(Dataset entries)
-- Opening Marker --

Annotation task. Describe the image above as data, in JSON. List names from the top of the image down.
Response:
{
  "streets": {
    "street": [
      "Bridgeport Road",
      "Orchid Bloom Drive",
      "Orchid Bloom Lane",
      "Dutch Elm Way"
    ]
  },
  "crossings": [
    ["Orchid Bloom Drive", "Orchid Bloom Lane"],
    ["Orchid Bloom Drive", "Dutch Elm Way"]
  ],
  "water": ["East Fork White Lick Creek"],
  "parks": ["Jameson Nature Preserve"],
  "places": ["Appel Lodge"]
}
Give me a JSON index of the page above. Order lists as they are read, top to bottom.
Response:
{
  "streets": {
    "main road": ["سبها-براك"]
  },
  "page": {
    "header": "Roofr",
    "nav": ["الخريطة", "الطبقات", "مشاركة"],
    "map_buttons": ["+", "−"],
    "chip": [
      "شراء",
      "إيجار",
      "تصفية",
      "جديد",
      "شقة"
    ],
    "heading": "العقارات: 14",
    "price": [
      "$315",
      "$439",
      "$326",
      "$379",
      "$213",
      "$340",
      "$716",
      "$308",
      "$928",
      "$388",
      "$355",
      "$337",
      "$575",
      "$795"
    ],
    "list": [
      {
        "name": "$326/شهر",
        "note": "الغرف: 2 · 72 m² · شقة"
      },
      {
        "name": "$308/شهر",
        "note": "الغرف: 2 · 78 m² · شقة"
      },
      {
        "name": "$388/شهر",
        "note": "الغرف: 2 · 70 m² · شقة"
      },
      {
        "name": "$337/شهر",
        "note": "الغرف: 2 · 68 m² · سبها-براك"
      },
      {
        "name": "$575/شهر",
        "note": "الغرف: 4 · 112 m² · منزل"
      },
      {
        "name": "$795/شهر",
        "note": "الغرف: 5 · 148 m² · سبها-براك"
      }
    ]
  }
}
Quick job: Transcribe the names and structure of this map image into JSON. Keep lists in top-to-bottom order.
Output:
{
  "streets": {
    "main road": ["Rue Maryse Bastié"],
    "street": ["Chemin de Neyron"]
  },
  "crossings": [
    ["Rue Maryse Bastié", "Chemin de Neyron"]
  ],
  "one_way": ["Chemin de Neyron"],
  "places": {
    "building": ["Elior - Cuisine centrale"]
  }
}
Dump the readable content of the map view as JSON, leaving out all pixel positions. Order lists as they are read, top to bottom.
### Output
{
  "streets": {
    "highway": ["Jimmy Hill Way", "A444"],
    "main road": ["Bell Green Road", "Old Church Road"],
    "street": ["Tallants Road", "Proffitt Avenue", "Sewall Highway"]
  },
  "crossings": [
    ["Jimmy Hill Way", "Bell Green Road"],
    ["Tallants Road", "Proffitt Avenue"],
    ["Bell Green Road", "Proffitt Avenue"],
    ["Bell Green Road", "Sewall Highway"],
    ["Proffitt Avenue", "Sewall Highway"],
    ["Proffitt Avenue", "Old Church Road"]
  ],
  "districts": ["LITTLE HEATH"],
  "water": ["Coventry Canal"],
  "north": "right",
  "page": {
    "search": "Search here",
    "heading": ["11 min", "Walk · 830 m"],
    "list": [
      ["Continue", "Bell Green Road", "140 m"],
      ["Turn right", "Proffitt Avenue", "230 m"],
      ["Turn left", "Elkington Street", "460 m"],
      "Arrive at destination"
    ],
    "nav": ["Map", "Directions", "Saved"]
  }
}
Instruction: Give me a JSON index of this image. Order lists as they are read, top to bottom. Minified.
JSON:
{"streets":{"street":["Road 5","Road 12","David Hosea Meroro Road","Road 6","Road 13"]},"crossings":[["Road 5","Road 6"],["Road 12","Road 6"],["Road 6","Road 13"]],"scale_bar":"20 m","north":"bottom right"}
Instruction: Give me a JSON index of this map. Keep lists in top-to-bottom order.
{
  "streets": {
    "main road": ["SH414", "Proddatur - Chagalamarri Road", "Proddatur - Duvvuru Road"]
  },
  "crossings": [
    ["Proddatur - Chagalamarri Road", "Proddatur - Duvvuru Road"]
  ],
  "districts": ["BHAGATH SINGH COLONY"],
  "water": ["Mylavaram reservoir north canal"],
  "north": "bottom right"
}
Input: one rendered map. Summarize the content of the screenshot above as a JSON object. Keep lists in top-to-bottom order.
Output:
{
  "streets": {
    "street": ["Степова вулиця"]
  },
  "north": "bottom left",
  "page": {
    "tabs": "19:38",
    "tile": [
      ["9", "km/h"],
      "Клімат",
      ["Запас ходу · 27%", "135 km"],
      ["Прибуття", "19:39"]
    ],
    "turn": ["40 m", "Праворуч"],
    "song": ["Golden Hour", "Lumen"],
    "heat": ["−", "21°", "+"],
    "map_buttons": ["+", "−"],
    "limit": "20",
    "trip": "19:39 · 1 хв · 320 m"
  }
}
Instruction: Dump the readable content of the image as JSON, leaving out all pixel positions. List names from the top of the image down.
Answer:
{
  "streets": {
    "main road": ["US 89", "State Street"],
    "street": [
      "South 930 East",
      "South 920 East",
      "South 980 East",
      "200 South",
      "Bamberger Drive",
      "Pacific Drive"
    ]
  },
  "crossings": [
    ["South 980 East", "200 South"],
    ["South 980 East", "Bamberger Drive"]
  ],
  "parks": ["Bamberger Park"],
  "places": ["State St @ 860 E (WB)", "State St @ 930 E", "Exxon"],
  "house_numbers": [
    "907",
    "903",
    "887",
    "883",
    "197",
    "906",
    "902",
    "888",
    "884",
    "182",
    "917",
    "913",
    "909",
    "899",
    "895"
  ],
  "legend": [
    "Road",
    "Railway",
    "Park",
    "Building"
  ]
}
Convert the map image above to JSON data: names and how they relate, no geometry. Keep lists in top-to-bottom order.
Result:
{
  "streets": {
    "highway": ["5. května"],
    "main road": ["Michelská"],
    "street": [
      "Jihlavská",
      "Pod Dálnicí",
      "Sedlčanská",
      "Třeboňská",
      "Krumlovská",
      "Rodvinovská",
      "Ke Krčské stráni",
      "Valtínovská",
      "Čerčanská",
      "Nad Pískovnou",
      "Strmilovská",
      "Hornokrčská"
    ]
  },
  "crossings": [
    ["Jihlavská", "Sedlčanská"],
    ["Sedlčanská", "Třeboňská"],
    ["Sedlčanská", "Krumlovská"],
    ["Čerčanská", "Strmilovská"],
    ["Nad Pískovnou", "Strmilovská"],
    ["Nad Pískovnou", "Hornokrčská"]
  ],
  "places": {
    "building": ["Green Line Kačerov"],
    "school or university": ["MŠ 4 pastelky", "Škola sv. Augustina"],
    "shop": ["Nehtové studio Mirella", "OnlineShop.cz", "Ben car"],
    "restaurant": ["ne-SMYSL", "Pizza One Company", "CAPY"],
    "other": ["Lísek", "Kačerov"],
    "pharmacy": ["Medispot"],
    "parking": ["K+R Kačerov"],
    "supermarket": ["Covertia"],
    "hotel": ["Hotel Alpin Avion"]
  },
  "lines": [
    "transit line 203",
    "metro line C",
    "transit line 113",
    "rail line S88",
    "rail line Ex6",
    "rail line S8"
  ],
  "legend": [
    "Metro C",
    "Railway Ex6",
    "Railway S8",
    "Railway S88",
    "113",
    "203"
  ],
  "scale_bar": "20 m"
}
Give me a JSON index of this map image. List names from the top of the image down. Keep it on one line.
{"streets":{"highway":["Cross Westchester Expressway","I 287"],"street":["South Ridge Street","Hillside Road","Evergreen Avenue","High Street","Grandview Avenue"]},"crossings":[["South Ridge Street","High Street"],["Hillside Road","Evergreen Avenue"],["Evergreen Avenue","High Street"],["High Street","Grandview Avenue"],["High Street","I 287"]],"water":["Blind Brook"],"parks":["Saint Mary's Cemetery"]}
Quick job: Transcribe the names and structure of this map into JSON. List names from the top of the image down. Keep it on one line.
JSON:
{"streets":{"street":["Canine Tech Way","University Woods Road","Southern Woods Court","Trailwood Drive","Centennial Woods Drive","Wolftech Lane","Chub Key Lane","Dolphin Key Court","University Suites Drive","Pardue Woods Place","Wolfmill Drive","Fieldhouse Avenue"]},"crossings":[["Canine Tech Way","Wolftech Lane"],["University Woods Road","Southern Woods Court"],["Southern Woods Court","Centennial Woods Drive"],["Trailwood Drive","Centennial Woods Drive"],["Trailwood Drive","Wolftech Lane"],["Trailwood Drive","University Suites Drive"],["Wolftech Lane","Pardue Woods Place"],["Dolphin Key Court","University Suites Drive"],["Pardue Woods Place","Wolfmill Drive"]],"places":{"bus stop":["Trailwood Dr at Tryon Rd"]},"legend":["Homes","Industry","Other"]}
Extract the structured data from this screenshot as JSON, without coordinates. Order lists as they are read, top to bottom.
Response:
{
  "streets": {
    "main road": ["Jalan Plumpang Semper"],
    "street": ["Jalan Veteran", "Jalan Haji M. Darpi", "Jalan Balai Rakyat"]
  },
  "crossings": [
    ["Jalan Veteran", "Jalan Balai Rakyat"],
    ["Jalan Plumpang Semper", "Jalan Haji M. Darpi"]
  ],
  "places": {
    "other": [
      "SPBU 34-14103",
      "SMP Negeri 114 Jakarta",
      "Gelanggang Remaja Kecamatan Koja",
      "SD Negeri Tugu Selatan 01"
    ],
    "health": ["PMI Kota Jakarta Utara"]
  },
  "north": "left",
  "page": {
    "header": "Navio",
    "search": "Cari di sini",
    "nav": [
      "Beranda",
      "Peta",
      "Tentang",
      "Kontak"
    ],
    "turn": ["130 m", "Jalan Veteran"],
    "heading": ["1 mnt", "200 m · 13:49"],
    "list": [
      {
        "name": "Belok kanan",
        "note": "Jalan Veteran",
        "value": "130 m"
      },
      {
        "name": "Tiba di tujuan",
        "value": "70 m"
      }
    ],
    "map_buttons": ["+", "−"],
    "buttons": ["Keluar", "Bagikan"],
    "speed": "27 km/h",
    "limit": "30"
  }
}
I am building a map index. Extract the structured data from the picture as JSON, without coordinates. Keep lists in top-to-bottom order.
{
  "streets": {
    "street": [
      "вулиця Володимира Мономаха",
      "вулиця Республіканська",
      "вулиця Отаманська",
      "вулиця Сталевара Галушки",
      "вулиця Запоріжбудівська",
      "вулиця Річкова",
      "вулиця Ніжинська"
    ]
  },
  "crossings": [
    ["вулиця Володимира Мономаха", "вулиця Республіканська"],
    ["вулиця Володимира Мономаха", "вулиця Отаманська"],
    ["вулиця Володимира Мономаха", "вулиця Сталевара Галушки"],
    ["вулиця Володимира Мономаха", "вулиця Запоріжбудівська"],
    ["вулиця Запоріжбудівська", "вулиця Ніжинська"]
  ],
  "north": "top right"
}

-- Closing Marker --

**WHAT THIS TASK INVOLVES:** Copy each line above containing the string "Transcribe".

**EXERCISE SOLUTION:**
Quick job: Transcribe the names and structure of this map image into JSON. Keep lists in top-to-bottom order.
Quick job: Transcribe the names and structure of this map into JSON. List names from the top of the image down. Keep it on one line.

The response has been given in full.